Stored data:
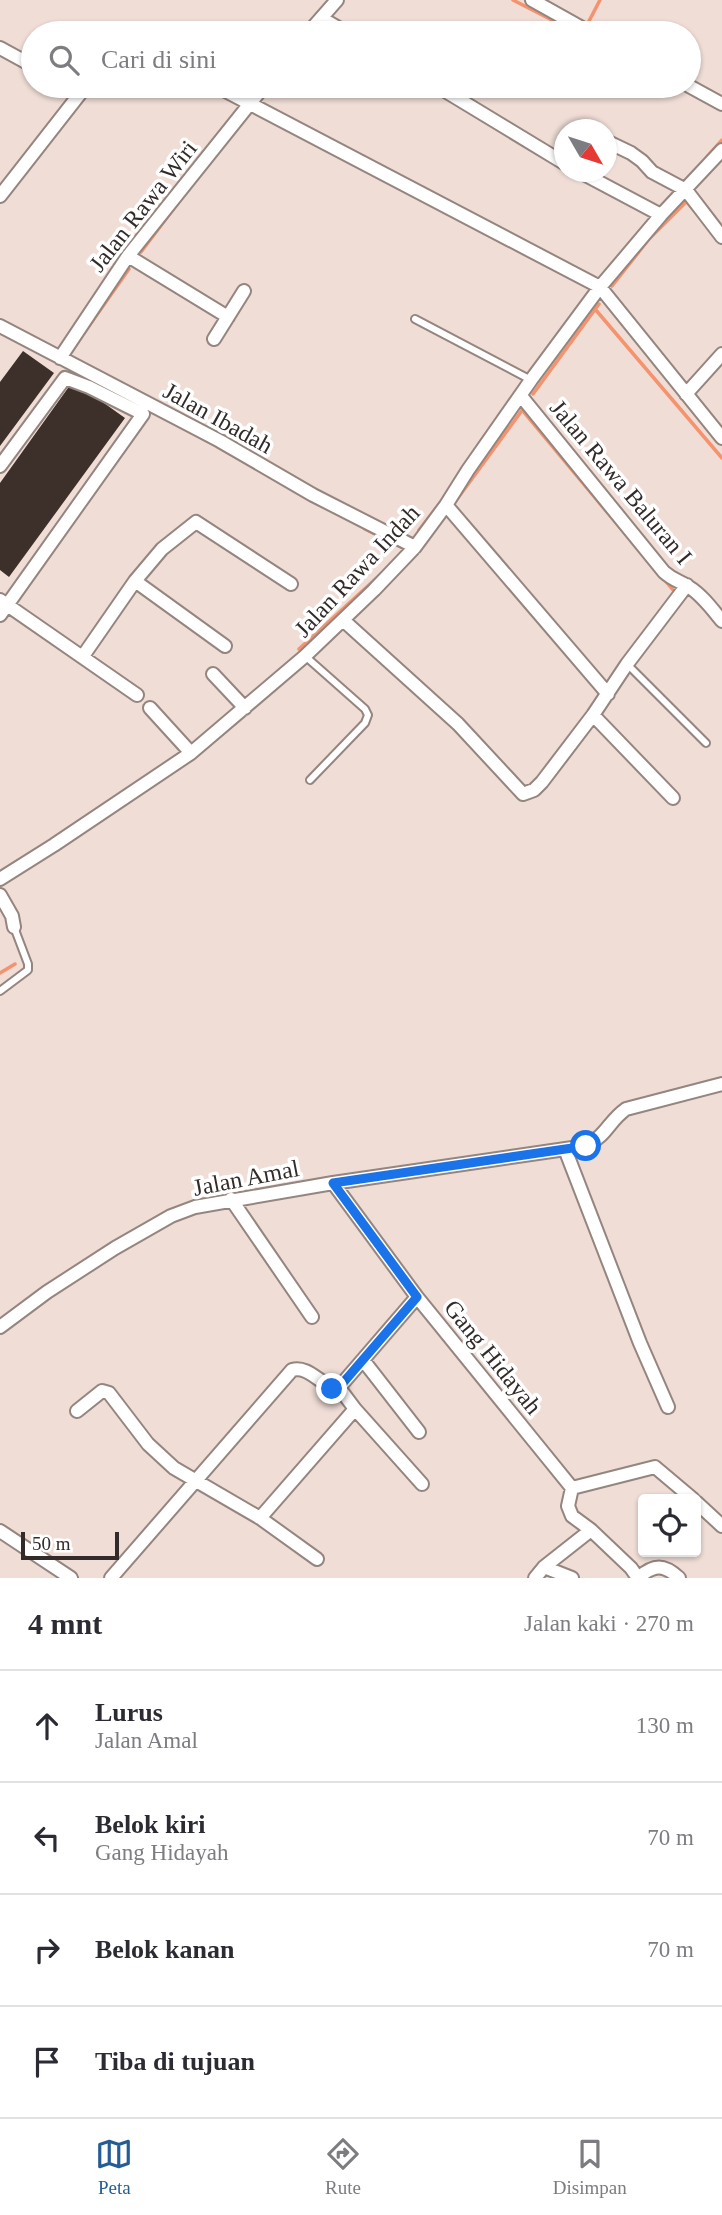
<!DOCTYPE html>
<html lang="id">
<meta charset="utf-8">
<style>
:root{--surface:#fff;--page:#f2f2f3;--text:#2b2b33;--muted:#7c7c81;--line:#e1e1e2;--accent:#265c94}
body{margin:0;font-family:Georgia,serif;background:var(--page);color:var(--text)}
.controls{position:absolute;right:21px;bottom:21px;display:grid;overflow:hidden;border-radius:7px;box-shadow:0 2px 5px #0004}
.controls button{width:63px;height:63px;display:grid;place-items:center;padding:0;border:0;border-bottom:2px solid var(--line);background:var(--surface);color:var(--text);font:35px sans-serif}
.compass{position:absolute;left:554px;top:119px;width:63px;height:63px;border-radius:50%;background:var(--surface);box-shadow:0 2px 5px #0004;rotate:129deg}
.scale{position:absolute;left:21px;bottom:18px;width:98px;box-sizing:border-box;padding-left:7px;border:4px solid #322b29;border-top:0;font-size:19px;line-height:24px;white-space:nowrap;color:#322b29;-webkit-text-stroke:5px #fff;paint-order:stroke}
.stop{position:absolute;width:21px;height:21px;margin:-16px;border:5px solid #1a73e8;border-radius:50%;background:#fff}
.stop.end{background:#1a73e8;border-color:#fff;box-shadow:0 2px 7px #0008}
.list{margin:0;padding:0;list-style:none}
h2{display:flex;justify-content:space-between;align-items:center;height:91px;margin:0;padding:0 28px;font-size:30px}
h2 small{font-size:23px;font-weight:400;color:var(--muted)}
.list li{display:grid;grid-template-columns:46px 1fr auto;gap:21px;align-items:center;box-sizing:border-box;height:112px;padding:0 28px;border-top:2px solid var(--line)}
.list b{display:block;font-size:26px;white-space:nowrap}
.list p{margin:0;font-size:23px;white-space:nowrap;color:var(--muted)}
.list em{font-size:23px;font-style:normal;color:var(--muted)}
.icon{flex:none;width:38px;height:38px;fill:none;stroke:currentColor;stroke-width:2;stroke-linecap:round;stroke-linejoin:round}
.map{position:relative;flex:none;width:722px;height:1578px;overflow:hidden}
.search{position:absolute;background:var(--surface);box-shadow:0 2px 5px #0004;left:21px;right:21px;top:21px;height:77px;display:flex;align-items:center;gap:18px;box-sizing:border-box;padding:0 24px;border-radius:38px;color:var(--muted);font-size:26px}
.sheet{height:539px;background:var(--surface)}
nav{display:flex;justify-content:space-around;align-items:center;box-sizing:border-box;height:98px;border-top:2px solid var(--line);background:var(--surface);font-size:19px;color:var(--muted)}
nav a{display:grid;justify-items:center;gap:4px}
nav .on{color:var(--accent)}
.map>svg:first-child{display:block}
</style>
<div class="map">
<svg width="722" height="1578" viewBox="0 0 722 1578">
<rect width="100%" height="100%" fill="#efddd6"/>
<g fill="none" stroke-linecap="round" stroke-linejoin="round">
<path stroke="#f4936d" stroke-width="3.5" d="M513 0 577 33
M600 0 588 23 606 33
M678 86 686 91
M707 157 722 140
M687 202 698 215
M141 252 178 203
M612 286 649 239 687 201
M595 309 722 458
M84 333 129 269
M533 394 599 304
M522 410 642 554
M200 437 248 464
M455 502 523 409
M365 529 405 549 402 552
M419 530 440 503
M663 578 673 590
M299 649 382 573
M196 756 239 720
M0 973 15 964"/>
</g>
<path fill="#3d2f2a" d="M23 351 54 373 0 446V382Z
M73 381 125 418 9 577 0 570V483Z"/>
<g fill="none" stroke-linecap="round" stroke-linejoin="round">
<g stroke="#95857f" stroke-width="10">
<path id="service" d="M415 319 531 380
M305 656 365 709 368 715 365 723 310 780
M627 664 706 743
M0 991 28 970V964L14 927"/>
</g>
<g stroke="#95857f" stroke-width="16">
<path id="minor" d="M532 0 591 33
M321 18 347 33
M308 33 337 0
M0 48 33 66
M216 86 600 287 722 438
M437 86 564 163
M689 86 722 104
M606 141 631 153 642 161 652 172 686 190 722 237
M580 172 661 215
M0 196 86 86
M128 256 228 317
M0 326 220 441 313 495 415 547
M214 339 244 291
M60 358 128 256 264 86
M686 394 722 354
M521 396 664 572C674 581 680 581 689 587 702 595 712 609 722 621
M0 466 65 378 89 387 143 414 0 615
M446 505 608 694
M135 581 225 646
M0 600 137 695
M343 620 458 724 523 794 534 790 542 782 593 715 627 664 687 585
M83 656 135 581 162 549 196 522 291 584
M213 674 245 708
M150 708 191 753
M593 715 673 798
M0 879 54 845 191 753 305 656 374 590 415 547 446 505 468 470 531 380 600 287 661 215 722 150
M0 895 12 916 14 927
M565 1149 640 1343 668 1407
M333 1183 417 1297 572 1488 568 1506 572 1516 591 1530 631 1568 638 1578
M231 1199 312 1317
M0 1327 47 1292 115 1248 171 1216 195 1207 333 1183 586 1146C608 1134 608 1122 626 1109L722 1084
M363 1360 419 1432
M355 1409 422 1484
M77 1411 102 1391 109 1393 148 1444 174 1468 260 1518 317 1559
M572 1488 655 1467 693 1499
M696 1502 722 1526
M260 1518 355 1409 340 1389 342 1384 417 1297
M0 1531 71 1578
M544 1567 572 1578
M111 1578 292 1370C310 1365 322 1388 340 1389
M535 1578 544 1567 591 1530
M638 1578C654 1564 664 1564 679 1578"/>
</g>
<use href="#service" stroke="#fff" stroke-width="6"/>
<use href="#minor" stroke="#fff" stroke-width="12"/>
</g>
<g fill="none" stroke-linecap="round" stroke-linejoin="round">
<path stroke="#1a73e8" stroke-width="9" d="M332 1389H340L342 1384 417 1297 333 1183 586 1146"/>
</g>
<g text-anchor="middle" stroke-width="7" stroke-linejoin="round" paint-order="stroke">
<g font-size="24" fill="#322b29" stroke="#fff">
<text transform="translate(143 206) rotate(-52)" y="8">Jalan Rawa Wiri</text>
<text transform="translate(218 418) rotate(29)" y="8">Jalan Ibadah</text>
<text transform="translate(621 482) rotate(50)" y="8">Jalan Rawa Baluran I</text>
<text transform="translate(357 571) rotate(-47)" y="8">Jalan Rawa Indah</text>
<text transform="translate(246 1178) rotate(-11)" y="8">Jalan Amal</text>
<text transform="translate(493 1357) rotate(51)" y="8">Gang Hidayah</text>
</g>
</g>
</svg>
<div class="controls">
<button><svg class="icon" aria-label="locate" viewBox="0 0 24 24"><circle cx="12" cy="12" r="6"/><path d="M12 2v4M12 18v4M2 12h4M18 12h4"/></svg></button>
</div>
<svg class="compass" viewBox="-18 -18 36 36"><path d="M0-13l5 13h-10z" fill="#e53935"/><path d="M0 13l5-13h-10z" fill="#7c7c81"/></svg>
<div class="scale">50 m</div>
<div class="stop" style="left:586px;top:1146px"></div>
<div class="stop end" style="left:332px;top:1389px"></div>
<div class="search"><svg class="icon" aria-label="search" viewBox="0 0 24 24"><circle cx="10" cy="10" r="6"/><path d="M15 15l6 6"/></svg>Cari di sini</div>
</div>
<section class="sheet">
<h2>4 mnt<small>Jalan kaki · 270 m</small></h2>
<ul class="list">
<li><svg class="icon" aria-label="ahead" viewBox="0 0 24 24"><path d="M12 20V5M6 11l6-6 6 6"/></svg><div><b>Lurus</b><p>Jalan Amal</p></div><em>130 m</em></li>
<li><svg class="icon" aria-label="left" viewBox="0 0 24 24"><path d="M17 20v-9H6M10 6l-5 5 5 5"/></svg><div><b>Belok kiri</b><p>Gang Hidayah</p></div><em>70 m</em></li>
<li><svg class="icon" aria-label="right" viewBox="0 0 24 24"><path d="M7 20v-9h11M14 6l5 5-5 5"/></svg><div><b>Belok kanan</b></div><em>70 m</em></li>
<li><svg class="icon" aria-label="arrive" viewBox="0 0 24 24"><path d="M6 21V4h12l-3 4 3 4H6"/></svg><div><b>Tiba di tujuan</b></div></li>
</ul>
</section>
<nav>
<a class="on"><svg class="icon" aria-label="map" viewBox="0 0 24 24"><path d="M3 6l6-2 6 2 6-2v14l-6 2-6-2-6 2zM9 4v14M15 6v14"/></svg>Peta</a>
<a><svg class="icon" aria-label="directions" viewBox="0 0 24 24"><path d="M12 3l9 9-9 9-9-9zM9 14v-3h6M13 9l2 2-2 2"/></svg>Rute</a>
<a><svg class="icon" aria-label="saved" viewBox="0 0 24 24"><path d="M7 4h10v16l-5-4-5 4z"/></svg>Disimpan</a>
</nav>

Required work:
From the records above, copy each line where the word "nowrap" can be found.

Result of the exercise:
.scale{position:absolute;left:21px;bottom:18px;width:98px;box-sizing:border-box;padding-left:7px;border:4px solid #322b29;border-top:0;font-size:19px;line-height:24px;white-space:nowrap;color:#322b29;-webkit-text-stroke:5px #fff;paint-order:stroke}
.list b{display:block;font-size:26px;white-space:nowrap}
.list p{margin:0;font-size:23px;white-space:nowrap;color:var(--muted)}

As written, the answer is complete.